DATASET:
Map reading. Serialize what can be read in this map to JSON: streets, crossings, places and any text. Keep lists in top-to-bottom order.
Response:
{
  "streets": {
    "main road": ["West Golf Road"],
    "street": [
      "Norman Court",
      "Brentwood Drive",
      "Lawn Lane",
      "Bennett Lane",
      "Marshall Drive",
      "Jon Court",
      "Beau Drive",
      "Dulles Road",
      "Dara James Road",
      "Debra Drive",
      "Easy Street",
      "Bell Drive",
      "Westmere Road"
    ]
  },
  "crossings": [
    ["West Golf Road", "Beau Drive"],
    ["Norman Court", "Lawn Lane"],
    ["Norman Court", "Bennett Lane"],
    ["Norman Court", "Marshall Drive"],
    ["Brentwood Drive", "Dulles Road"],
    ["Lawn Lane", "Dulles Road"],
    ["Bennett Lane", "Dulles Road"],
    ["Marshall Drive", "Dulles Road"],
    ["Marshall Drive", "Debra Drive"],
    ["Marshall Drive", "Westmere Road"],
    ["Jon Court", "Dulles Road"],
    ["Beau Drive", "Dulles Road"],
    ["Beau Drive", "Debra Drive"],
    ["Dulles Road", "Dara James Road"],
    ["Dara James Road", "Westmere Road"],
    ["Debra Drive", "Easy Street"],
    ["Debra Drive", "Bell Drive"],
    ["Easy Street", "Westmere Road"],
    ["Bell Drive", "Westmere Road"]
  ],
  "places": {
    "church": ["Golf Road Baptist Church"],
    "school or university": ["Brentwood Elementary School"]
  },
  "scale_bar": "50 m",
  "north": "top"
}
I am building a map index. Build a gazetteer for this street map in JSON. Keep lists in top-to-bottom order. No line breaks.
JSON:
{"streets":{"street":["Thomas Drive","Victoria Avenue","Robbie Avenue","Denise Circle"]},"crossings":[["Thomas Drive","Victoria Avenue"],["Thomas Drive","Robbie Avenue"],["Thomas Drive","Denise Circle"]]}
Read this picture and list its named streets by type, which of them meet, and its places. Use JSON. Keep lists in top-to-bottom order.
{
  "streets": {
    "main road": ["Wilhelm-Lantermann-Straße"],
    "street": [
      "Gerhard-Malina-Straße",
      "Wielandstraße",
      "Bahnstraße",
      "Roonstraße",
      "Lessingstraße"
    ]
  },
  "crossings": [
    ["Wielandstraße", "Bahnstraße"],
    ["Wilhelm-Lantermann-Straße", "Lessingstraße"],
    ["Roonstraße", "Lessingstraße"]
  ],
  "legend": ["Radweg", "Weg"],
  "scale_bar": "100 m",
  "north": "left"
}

TASK DETAILS:
An exact retyping of the full listing is required.

ANSWER SECTION:
Map reading. Serialize what can be read in this map to JSON: streets, crossings, places and any text. Keep lists in top-to-bottom order.
Response:
{
  "streets": {
    "main road": ["West Golf Road"],
    "street": [
      "Norman Court",
      "Brentwood Drive",
      "Lawn Lane",
      "Bennett Lane",
      "Marshall Drive",
      "Jon Court",
      "Beau Drive",
      "Dulles Road",
      "Dara James Road",
      "Debra Drive",
      "Easy Street",
      "Bell Drive",
      "Westmere Road"
    ]
  },
  "crossings": [
    ["West Golf Road", "Beau Drive"],
    ["Norman Court", "Lawn Lane"],
    ["Norman Court", "Bennett Lane"],
    ["Norman Court", "Marshall Drive"],
    ["Brentwood Drive", "Dulles Road"],
    ["Lawn Lane", "Dulles Road"],
    ["Bennett Lane", "Dulles Road"],
    ["Marshall Drive", "Dulles Road"],
    ["Marshall Drive", "Debra Drive"],
    ["Marshall Drive", "Westmere Road"],
    ["Jon Court", "Dulles Road"],
    ["Beau Drive", "Dulles Road"],
    ["Beau Drive", "Debra Drive"],
    ["Dulles Road", "Dara James Road"],
    ["Dara James Road", "Westmere Road"],
    ["Debra Drive", "Easy Street"],
    ["Debra Drive", "Bell Drive"],
    ["Easy Street", "Westmere Road"],
    ["Bell Drive", "Westmere Road"]
  ],
  "places": {
    "church": ["Golf Road Baptist Church"],
    "school or university": ["Brentwood Elementary School"]
  },
  "scale_bar": "50 m",
  "north": "top"
}
I am building a map index. Build a gazetteer for this street map in JSON. Keep lists in top-to-bottom order. No line breaks.
JSON:
{"streets":{"street":["Thomas Drive","Victoria Avenue","Robbie Avenue","Denise Circle"]},"crossings":[["Thomas Drive","Victoria Avenue"],["Thomas Drive","Robbie Avenue"],["Thomas Drive","Denise Circle"]]}
Read this picture and list its named streets by type, which of them meet, and its places. Use JSON. Keep lists in top-to-bottom order.
{
  "streets": {
    "main road": ["Wilhelm-Lantermann-Straße"],
    "street": [
      "Gerhard-Malina-Straße",
      "Wielandstraße",
      "Bahnstraße",
      "Roonstraße",
      "Lessingstraße"
    ]
  },
  "crossings": [
    ["Wielandstraße", "Bahnstraße"],
    ["Wilhelm-Lantermann-Straße", "Lessingstraße"],
    ["Roonstraße", "Lessingstraße"]
  ],
  "legend": ["Radweg", "Weg"],
  "scale_bar": "100 m",
  "north": "left"
}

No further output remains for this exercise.